Number one is, the developers feel more relaxed when they're on call because they know that the issues are prioritized. Second is, business is happy with the speed of issue resolution because if they say something is a showstopper, they know people will work on it. So the business is also happy.

The developers and the PMs are happy with the increased skillset because developers are learning more skills from the PMs, and the PMs are learning skills from the developers. There's also increased empathy between the developers and the PMs.

We also follow up on the issues during our weekly handoff meetings. We make sure that we don't discuss just the issues for the week, but also the issues for the previous weeks to ensure that nothing falls through the cracks.

And then documentation is vastly improved because both product managers and developers are actively using it and actively contributing.

Those were some of the success stories.

Next, have we reached our final goal? There is still a lot more that we can do.

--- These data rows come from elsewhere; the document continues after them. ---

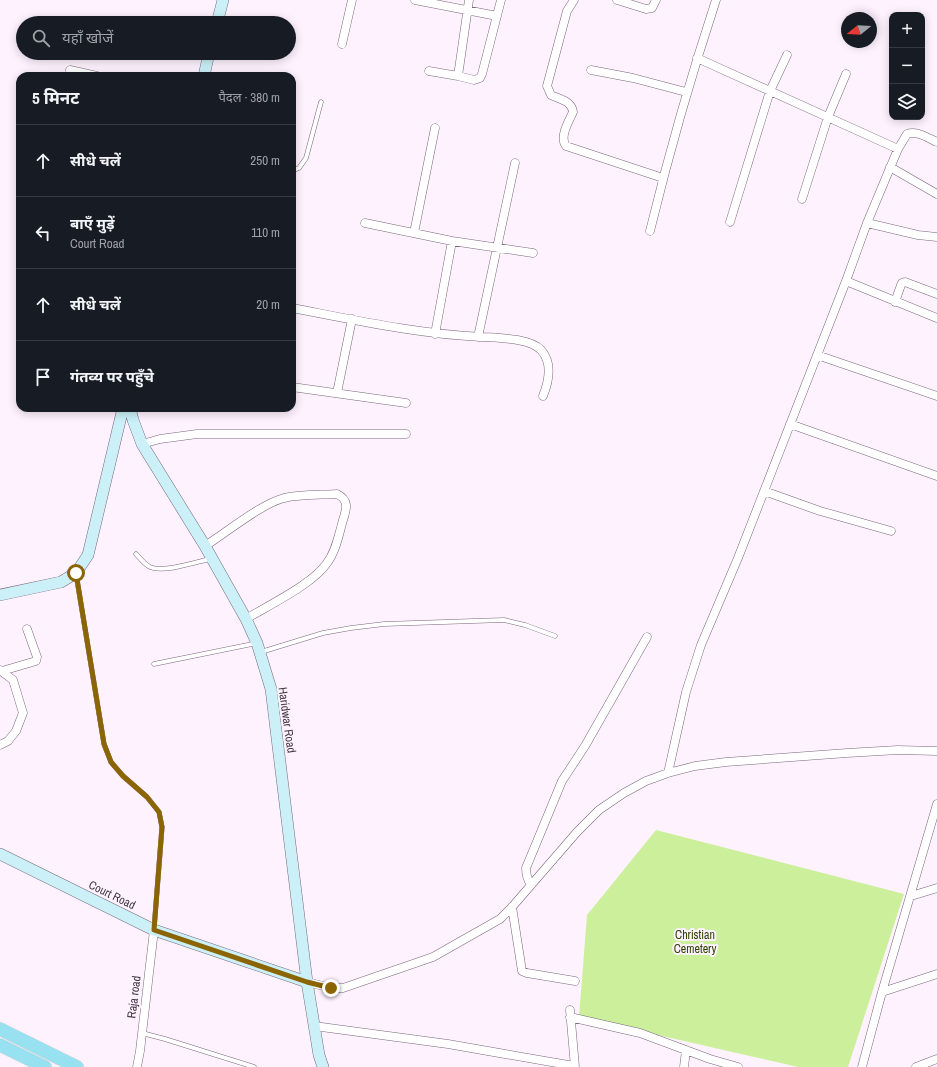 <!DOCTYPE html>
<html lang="hi">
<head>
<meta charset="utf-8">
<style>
	body { margin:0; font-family:"Archivo Narrow","Noto Sans Devanagari",sans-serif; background:#242831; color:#f1f3f6 }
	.controls { position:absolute; right:12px; top:12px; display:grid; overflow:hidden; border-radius:8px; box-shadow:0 2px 10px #0003 }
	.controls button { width:36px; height:36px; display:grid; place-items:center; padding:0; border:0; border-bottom:1px solid #363941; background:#171b24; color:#f1f3f6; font:20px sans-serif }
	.compass { position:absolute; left:841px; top:12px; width:36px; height:36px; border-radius:50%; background:#171b24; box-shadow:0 2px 10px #0003; rotate:252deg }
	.stop { position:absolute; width:12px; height:12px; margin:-9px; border:3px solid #8b6504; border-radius:50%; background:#fff }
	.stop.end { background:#8b6504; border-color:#fff; box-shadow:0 1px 4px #0008 }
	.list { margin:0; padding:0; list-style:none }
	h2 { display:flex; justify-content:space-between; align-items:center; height:52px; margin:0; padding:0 16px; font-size:17px }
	h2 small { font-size:13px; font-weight:400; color:#9ea1a6 }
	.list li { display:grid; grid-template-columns:26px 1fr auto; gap:12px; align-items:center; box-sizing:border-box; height:72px; padding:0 16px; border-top:1px solid #363941 }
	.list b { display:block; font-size:15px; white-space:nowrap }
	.list p { margin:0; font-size:13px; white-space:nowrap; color:#9ea1a6 }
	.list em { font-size:13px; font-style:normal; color:#9ea1a6 }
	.icon { flex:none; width:22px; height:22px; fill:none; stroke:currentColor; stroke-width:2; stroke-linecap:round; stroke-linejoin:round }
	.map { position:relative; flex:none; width:937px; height:1067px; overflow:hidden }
	.search { position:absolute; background:#171b24; box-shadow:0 2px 10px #0003; left:16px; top:16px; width:280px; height:44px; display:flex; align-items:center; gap:10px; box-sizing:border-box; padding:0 14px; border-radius:22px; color:#9ea1a6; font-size:15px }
	.panel { position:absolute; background:#171b24; box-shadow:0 2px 10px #0003; left:16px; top:72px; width:280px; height:340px; border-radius:12px }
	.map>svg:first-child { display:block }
</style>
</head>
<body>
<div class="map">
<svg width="937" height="1067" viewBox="0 0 937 1067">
	<rect width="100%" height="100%" fill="#fef2ff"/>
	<path fill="#ccef9c" d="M 656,830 L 904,894 L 848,1067 L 798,1067 L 579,1017 L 587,915 Z"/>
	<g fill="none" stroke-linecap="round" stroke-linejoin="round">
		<g stroke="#79677a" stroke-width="5">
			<path id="lane" d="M 292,171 L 299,168 L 306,158 L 321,102
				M 136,554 C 140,558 144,564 150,567 C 163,573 196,562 210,559
				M 76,574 L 104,744 L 111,762 L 123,776 L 147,797 L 159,812 L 162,827 L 154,929
				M 261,652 L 323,633 L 351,628 L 384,624 L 504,620 L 525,625 L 555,636
				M 154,664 L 257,643
				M 142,1033 L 165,1039 L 254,1067"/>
		</g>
		<g stroke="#79677a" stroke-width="9">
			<path id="street" d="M 415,0 L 497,16
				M 574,0 L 567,11 L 547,86 L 551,95 C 559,99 572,101 573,112 C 569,121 559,137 566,146 L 663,178
				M 617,0 L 646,9 L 652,8 L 656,0
				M 342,44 L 352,0
				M 697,58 L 898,149
				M 70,70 L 97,76
				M 591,70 L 633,78 L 686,92
				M 429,71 L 458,76 L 474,80 L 480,78 L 482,74 L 501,0
				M 458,76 L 469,0
				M 890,167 L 937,194
				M 802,199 L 828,117 L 846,74
				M 730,222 L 770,91 L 787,55
				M 365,223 L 452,241 L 533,253
				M 867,223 L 918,235 L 937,237
				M 650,231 C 669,153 691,76 716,0
				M 414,233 L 435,128
				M 846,281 L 937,318
				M 895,302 L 901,285 L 902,283 L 905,282 L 937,294
				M 292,308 C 355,320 418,334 482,337 C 498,338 530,338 541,350 C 553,363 549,381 543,396
				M 435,334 L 452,241
				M 478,337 L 515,163
				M 817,355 L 937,396
				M 292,387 L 406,403
				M 337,393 L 352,319
				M 790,424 L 937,476
				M 142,444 L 160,439 L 197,434 L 406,434
				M 764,491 L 820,511 L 891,531
				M 205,546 C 227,532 261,504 284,498 C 301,494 319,495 337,494 C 349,500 347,508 343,520 C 339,534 336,551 327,563 C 313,584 269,605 246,619
				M 0,670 L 13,680 L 23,713 L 16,731 L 8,741 L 0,745
				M 2,671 L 36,661 L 37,657 L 27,629
				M 668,773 L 686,692 L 701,645 L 738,558 L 846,281 L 867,223 L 898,149 L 907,134 C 916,130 928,138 937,142
				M 531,885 C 527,879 526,875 526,868 L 562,781 L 585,746 L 647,637
				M 911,896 L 937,888
				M 512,907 L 522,971 L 527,973 L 575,981
				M 307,982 L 331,988 L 343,988 L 433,957 L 500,919 L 512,907 L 577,832 L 599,810 L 624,793 L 646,781 L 668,773 L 695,766 L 726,762 L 847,753 L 898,750 L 937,751
				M 882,992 L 937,974
				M 570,1010 L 575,1067
				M 570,1017 L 640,1033 L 710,1059 L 738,1067
				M 314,1026 L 448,1044 L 574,1066
				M 137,1067 L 140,1051 L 154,930
				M 684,1067 L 686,1050
				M 862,1067 L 882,992 L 937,804
				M 916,1067 L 937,1059"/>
		</g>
		<g stroke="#79677a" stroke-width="12">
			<path id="secondary" d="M 217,23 L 223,0
				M 204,76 L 209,53
				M 130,408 L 133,420 L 142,444 L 205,546 L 246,619 L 257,643 L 271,689 L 307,982 L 319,1055 L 323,1067
				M 0,595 L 61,582 L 76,573 L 88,555 L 123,408
				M 0,854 L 154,930 L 307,982"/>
		</g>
		<g stroke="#d9d7d9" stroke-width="14">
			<path id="primary" d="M 0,1029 L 77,1067
				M 0,1045 L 45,1067"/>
		</g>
		<use href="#lane" stroke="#fff" stroke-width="4"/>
		<use href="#street" stroke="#fff" stroke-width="8"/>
		<use href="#secondary" stroke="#cbf0f8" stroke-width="11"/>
		<use href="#primary" stroke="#97e1f1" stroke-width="13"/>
	</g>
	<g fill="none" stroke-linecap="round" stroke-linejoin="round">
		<path stroke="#8b6504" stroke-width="5" d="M 76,573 L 104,744 L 111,762 L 123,776 L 147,797 L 159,812 L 162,827 L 154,930 L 307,982 L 331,988"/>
	</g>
	<g text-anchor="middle" stroke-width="4" stroke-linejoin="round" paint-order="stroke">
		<g font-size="12" fill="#413941" stroke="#fef2ff">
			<text transform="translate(287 720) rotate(82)" y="4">Haridwar Road</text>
			<text transform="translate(112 895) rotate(26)" y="4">Court Road</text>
			<text transform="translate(134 997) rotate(-83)" y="4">Raja road</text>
		</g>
		<g font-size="12" fill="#2c4101" stroke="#fef2ff">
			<text x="695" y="939">Christian<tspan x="695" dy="14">Cemetery</tspan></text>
		</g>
	</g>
</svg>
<div class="controls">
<button>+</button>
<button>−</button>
<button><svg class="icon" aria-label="layers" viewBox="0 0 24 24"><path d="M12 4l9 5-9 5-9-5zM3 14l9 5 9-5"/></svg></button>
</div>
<svg class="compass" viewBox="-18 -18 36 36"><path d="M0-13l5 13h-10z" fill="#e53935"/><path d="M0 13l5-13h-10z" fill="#9ea1a6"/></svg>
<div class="stop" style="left:76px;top:573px"></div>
<div class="stop end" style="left:331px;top:988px"></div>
<div class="search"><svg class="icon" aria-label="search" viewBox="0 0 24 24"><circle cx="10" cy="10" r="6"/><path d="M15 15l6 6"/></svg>यहाँ खोजें</div>
<section class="panel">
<h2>5 मिनट<small>पैदल · 380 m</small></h2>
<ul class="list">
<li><svg class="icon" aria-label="ahead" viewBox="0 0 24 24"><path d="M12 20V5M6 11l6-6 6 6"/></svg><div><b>सीधे चलें</b></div><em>250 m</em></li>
<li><svg class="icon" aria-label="left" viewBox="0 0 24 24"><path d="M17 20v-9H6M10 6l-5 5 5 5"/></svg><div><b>बाएँ मुड़ें</b><p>Court Road</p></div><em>110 m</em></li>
<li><svg class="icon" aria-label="ahead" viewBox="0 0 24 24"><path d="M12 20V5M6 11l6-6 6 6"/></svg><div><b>सीधे चलें</b></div><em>20 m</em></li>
<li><svg class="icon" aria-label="arrive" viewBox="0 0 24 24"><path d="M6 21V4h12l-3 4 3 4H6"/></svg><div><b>गंतव्य पर पहुँचे</b></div></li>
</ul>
</section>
</div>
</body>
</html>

The number one complaint from developers is that they're not able to search for the content they want in Confluence because the current Confluence search is a keyword-based search, and it only works on one particular dataset, which is Confluence.

This is something which I'm interested in working on. It's a POC and something which I work on during the weekends and trying to implement it within JPMorgan when it gets approved. Basically, trying to use AI to help in searching of content. So not only searching content across Confluence, but we have a wealth of information in our service desk Jiras and ServiceNow tickets.

The ability to combine the data sources from all these multiple places, index them into Elasticsearch, create those embeddings that will help the contextual search, and then building a user interface where the user can type in a natural language search and then vectorize that and then find the closest match.

If this can work, it would really help in doing better search. Also, I think AI has got definite potential in many more areas of production support. People talk about AI in application development. I think it has a lot of potential in production support.

Finally, areas where I need help. Two areas. If you are using AI in your current role to help in production support, I would like to hear from you. And secondly, if you are also following "you build it, you run it," and your team is calm and composed, just like this person, I would like to hear from you and get your ideas.